With 1.65V provided to OPAMP input, Vds of tail current should be ca 0.9V so it should ensure 0.5V of margin for saturation.

Bias amplifier from NMOS current mirror with 100µA ref current and diode connected NMOS Wtot=Wfinger=5µm, NF=1, L=0.35µm.


Regarding gain question. I think, in one post some time ago I tried to explain it.
Everything depends to application. High gain is needed for high accuracy. If we consider 40dB OL gain (100V/V) and feedback system with 1V provided for non-inverting input. The opamp will copy this 1V to inverting input with accuracy of ≈1% (instead of 1V you will see 0.99V or 1.01V).
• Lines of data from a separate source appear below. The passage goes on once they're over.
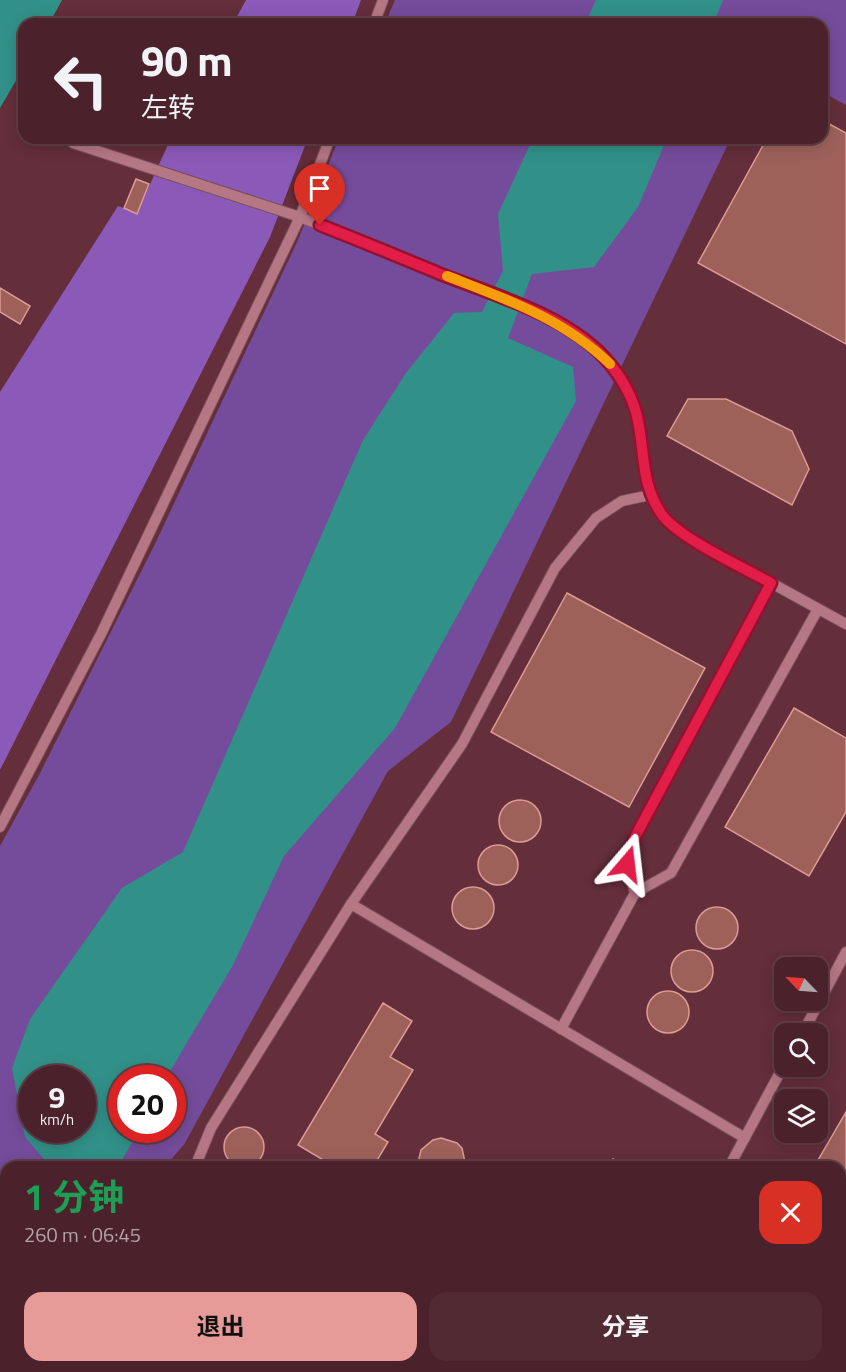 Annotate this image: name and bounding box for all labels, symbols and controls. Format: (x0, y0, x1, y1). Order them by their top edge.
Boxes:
text: 90 m (141, 28, 233, 92)
icon: left (42, 42, 120, 120)
text: 左转 (141, 86, 195, 127)
pin (294, 163, 345, 225)
icon: arrive (303, 172, 336, 205)
position arrow (595, 832, 659, 896)
north arrow (774, 957, 828, 1011)
map controls (774, 957, 828, 1143)
button: search (774, 1023, 828, 1077)
speed limit sign: 20 (108, 1065, 186, 1143)
text: 9 (49, 1074, 65, 1120)
button: layers (774, 1089, 828, 1143)
text: km/h (40, 1108, 74, 1131)
text: 1 分钟 (24, 1169, 124, 1224)
button: close (759, 1181, 822, 1244)
text: 260 m · 06:45 (24, 1219, 141, 1250)
button: 退出 (24, 1292, 417, 1361)
button: 分享 (429, 1292, 822, 1361) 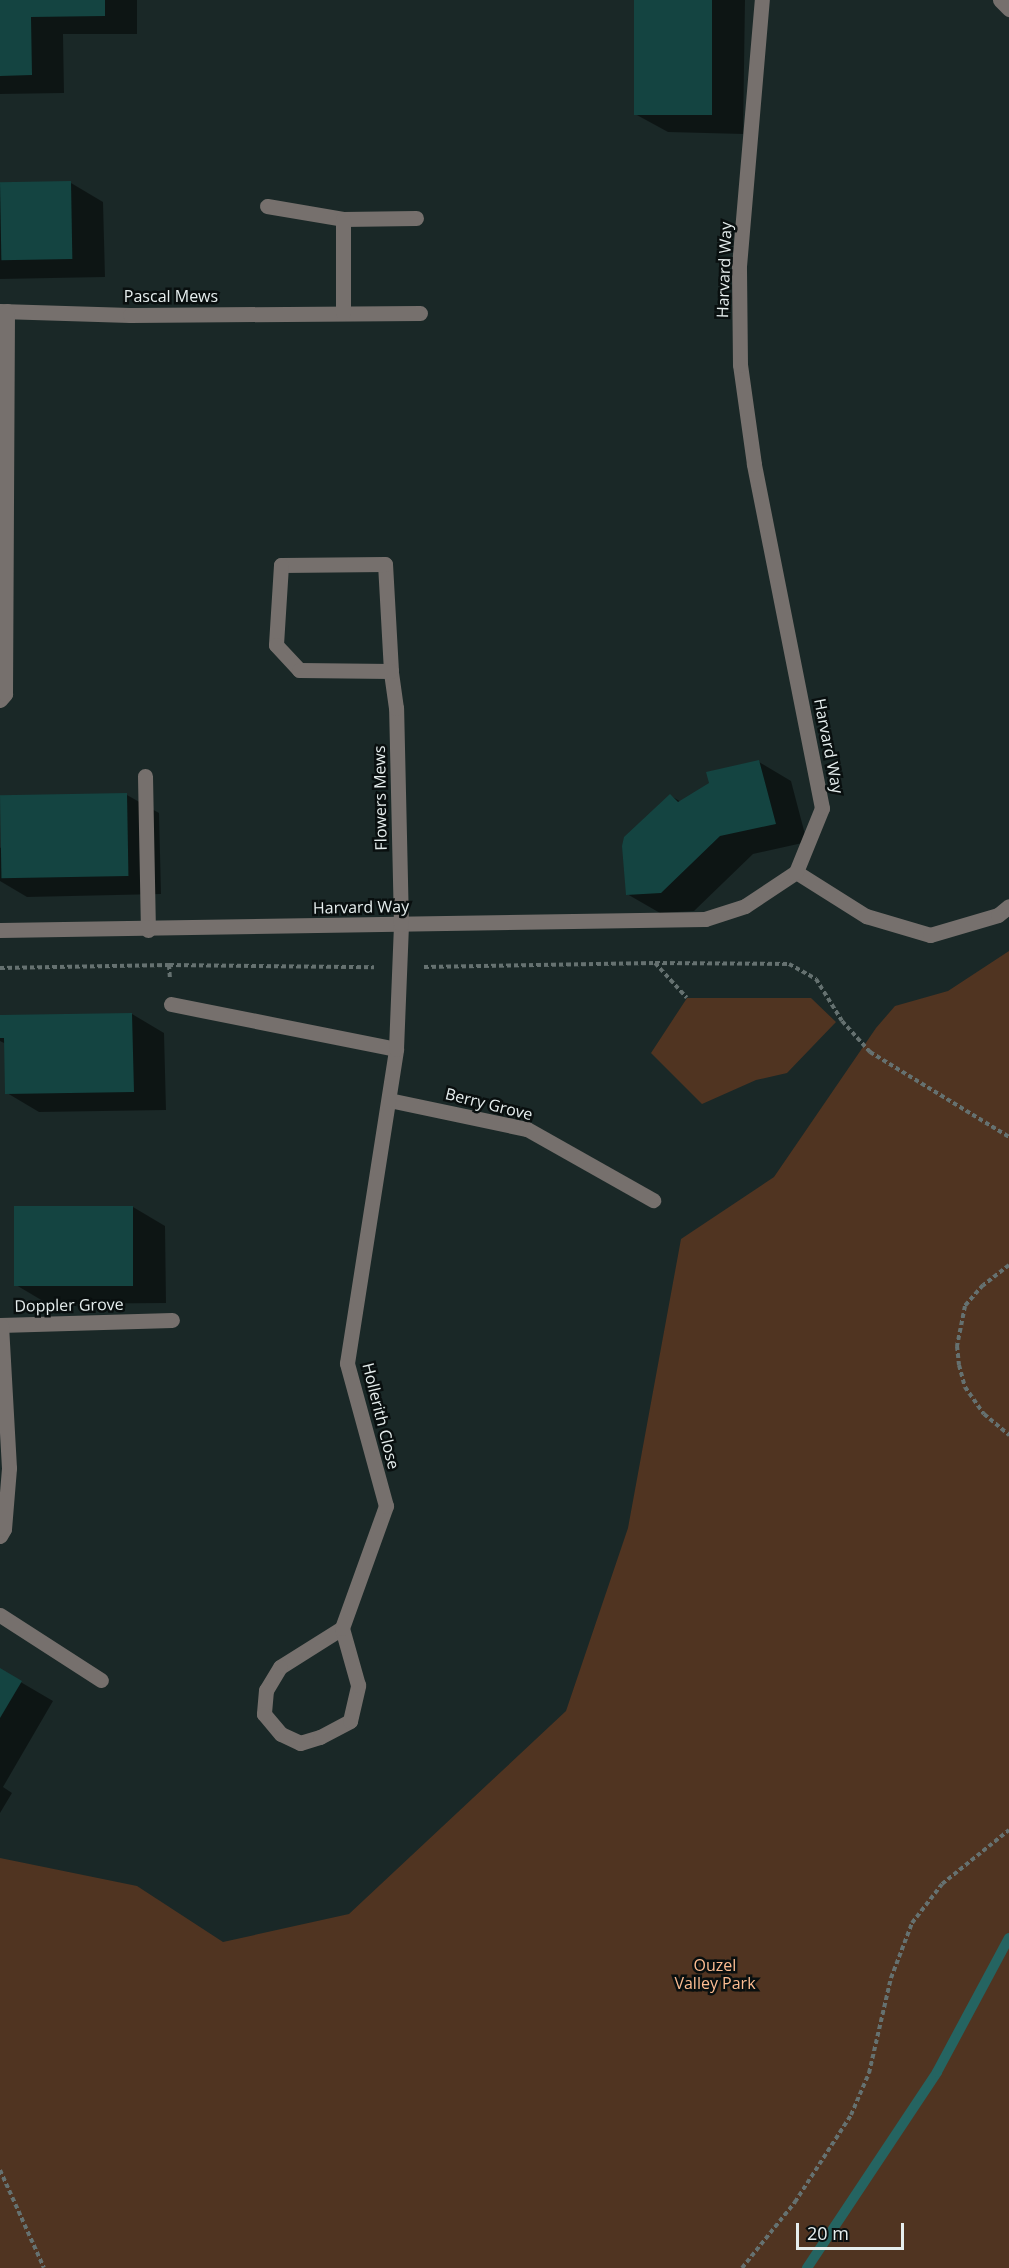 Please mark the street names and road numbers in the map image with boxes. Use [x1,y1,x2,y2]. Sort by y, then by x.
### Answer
street label: Harvard Way [713,222,735,318]
street label: Pascal Mews [124,286,218,306]
street label: Harvard Way [810,697,848,795]
street label: Flowers Mews [369,745,391,851]
street label: Harvard Way [313,897,409,917]
street label: Berry Grove [443,1084,535,1124]
street label: Doppler Grove [14,1294,124,1316]
street label: Hollerith Close [358,1361,404,1471]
So, for high accuracy circuits like D/A or A/D converters (eg. pipeline ADC), to meet certain level accuracy you need to ensure enough gain - for example, for 10bit pipeline, OPAMP in 1st stage MDAC has to have at least 4×2^10 V/V =4096V/V → 72.3dB. Of course for fast ADC, such OPAMP need both high gain and high UGF. In bandgap circuit high gain might be enough with no strict constraint for UGF.

In contrary, for some preamplifiers, very high UGF is more important due to PSRR requirements (PSRR is ratio of output impedance to impedance seen from VDD, so as long as feedback loop works, Zout is low, even if preamp loop bandwidth is narrow), while moderate (i would say 40-60dB) gain is sufficient for other spec.